Just back from 11 days of sailing in the BVI's aboard Galeaux, a new Voyage 500 cat.

We had several group events events including a dinner at Pirates and the 3rd. annual Dinghy Poker Run.

One of our participants, Boatjunkie put this awesome video together!

Pirates n Poker Run


----------



## montenido (May 14, 2008)

*Well Done Doggie!!!!!!*

Mark, thanks for posting the video.

My family is still bummed that we had to cancel on short notice. My sister is still hanging tough, so I am glad I stayed home.

Are the other links to pictures of this trip? I have to show these to my family, as if they didn't already know what a great time they missed.

Oh well, maybe next year? We would still love to tag along...

Welcome back, Bill


----------



## Saildoggie (Aug 16, 2008)

We sure missed you, especially in the race to Anegada!
already inked June 28 2011 for the 4th.

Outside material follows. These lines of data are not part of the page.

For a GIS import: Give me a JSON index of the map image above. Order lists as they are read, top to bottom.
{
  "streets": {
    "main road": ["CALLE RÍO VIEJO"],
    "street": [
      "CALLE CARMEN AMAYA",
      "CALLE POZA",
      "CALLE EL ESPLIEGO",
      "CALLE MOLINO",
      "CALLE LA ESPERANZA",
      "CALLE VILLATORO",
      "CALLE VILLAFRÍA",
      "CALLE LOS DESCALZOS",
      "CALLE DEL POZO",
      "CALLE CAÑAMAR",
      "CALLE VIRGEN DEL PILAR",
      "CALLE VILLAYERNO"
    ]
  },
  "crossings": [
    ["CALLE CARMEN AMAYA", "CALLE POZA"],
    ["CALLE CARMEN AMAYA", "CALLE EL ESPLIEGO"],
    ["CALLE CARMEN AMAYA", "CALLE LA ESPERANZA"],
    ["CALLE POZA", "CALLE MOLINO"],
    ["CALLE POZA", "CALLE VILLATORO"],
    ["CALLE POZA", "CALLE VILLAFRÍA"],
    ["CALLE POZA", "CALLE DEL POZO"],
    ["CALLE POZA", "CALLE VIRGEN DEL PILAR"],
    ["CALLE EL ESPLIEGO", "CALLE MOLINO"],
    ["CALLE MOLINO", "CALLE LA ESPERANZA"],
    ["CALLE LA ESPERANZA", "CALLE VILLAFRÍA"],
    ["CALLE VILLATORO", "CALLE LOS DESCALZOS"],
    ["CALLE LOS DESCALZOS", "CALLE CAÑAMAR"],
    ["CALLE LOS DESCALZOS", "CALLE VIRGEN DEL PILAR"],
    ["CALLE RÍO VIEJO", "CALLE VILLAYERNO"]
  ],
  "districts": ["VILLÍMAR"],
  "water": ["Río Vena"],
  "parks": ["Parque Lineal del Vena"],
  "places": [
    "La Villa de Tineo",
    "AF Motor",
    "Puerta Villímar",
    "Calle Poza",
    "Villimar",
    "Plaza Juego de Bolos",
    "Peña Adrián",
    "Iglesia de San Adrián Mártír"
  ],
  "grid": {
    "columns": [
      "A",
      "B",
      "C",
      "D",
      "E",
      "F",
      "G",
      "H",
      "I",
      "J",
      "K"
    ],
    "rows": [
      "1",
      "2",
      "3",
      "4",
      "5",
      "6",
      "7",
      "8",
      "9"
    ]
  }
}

Annual Dinghy Poker Run at Leverick Bay, already re-booked Galeaux and have a full crew!!!

Best to your family during these hard times with your sister.

I hope voyage took care of you in this situation and gave you full credit fior a future charter.

Anyone interested in joining our BVI Flotilla late June 2011 let me know, we know how to have FUN!!!


----------



## montenido (May 14, 2008)

*We're In for 2011!!*

Hi Saildoggie,

I just got off the phone with Kathleen. We have reserved "Wind Dancer" for the same dates that you have next summer. Can we come along? Please? Please?

We can't wait.    

Thanks, Bill


----------



## Saildoggie (Aug 16, 2008)

Yep and Yep, We have a sleep aboard June 25 and sail the morning of June 26 until July 6.
Te dinghy Poker Run is already inked for June 28, 2011!!!!
Wind Dancer is a Voyage 440, we can have some fun racing, you are a bit quicker than the 500 in lighter air and we will be quicker in heavier air.

We already have a full, fun crew set up, bring it ON!


----------